### COLLECTED DATA
-------------------------
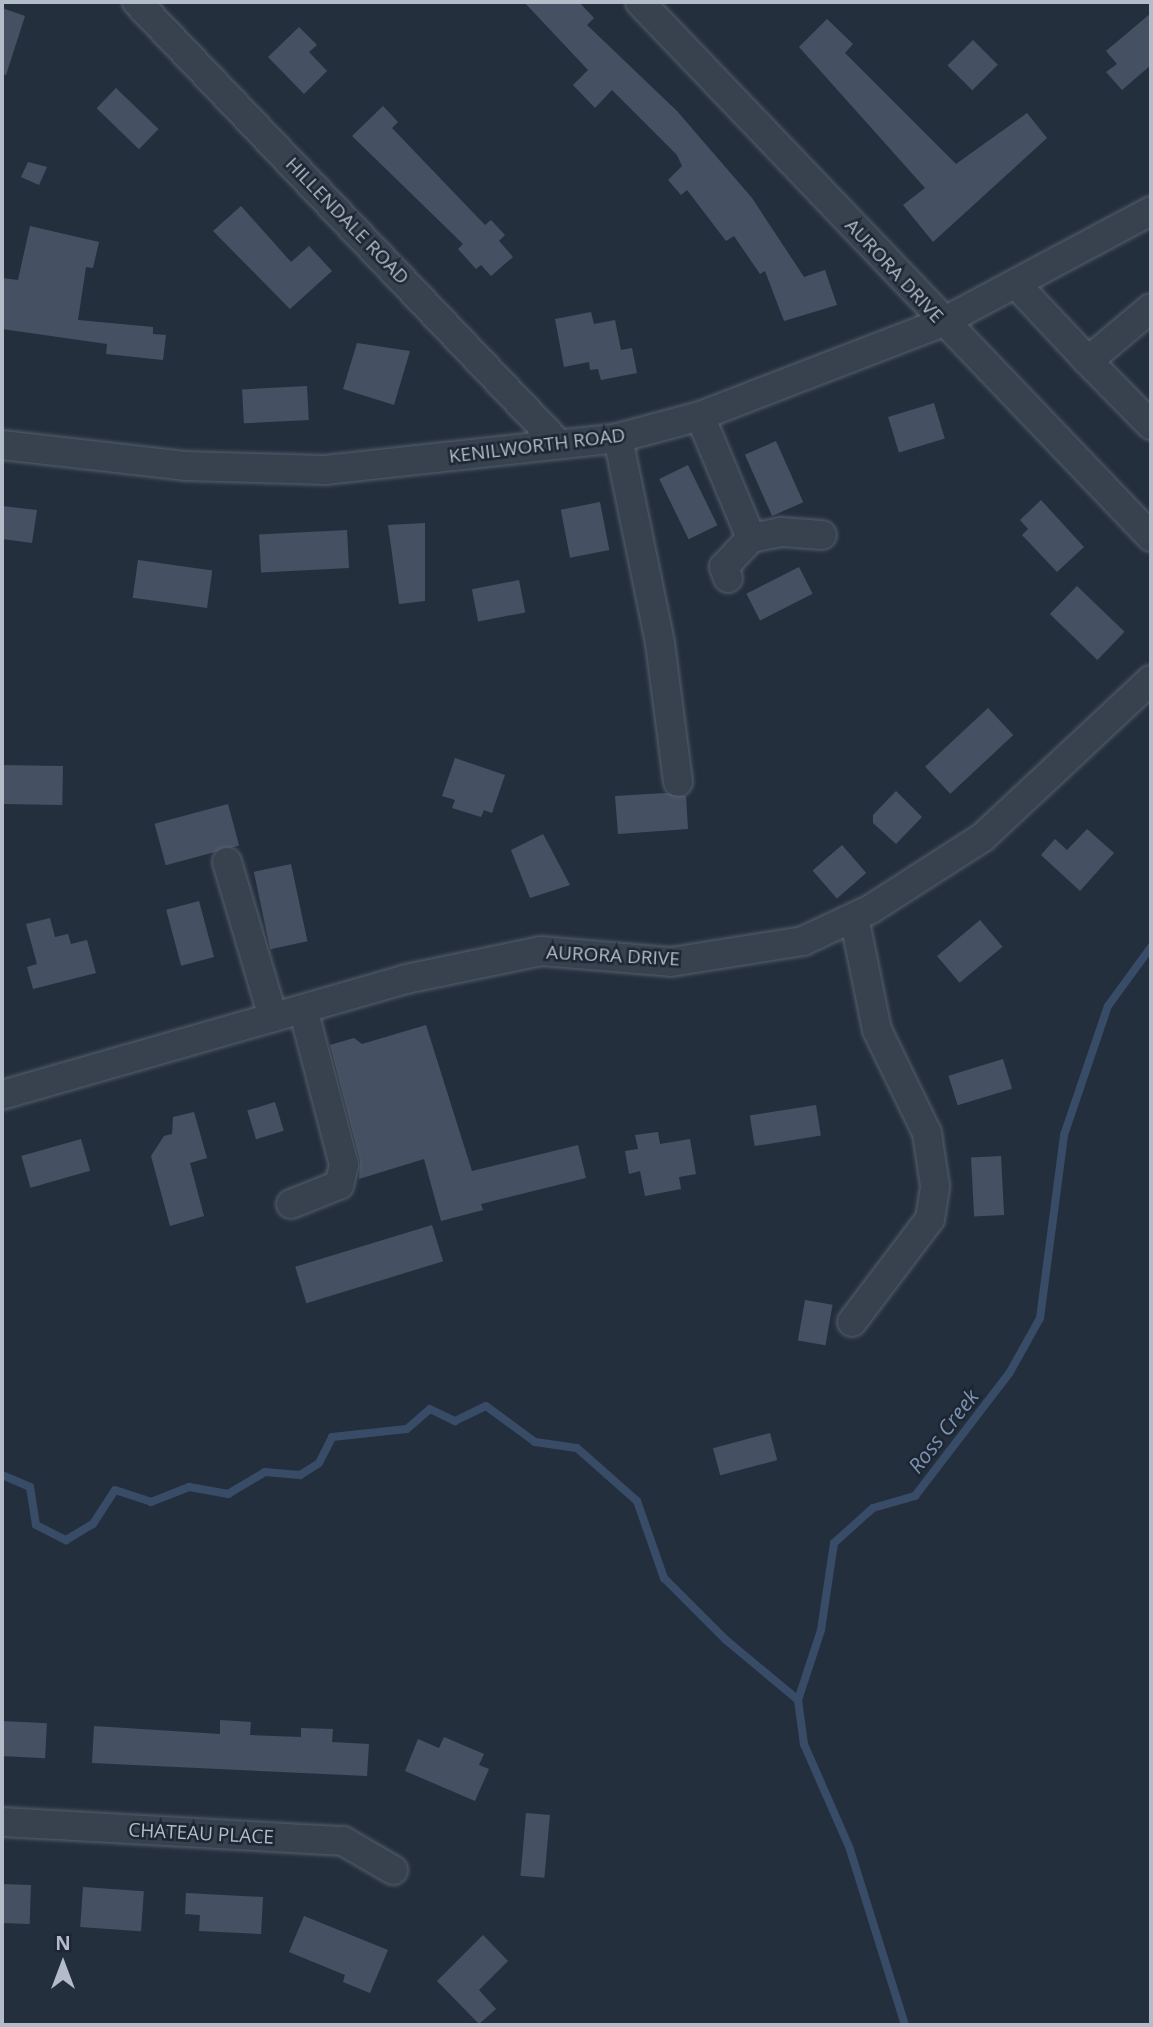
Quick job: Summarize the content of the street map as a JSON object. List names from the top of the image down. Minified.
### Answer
{"streets":{"street":["HILLENDALE ROAD","AURORA DRIVE","KENILWORTH ROAD","CHATEAU PLACE"]},"crossings":[["HILLENDALE ROAD","KENILWORTH ROAD"],["AURORA DRIVE","KENILWORTH ROAD"]],"water":["Ross Creek"],"north":"top"}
-------------------------
### WHAT THIS TASK INVOLVES
Reproduce the listing exactly. Do not include its images.

### EXERCISE ANSWER
Quick job: Summarize the content of the street map as a JSON object. List names from the top of the image down. Minified.
### Answer
{"streets":{"street":["HILLENDALE ROAD","AURORA DRIVE","KENILWORTH ROAD","CHATEAU PLACE"]},"crossings":[["HILLENDALE ROAD","KENILWORTH ROAD"],["AURORA DRIVE","KENILWORTH ROAD"]],"water":["Ross Creek"],"north":"top"}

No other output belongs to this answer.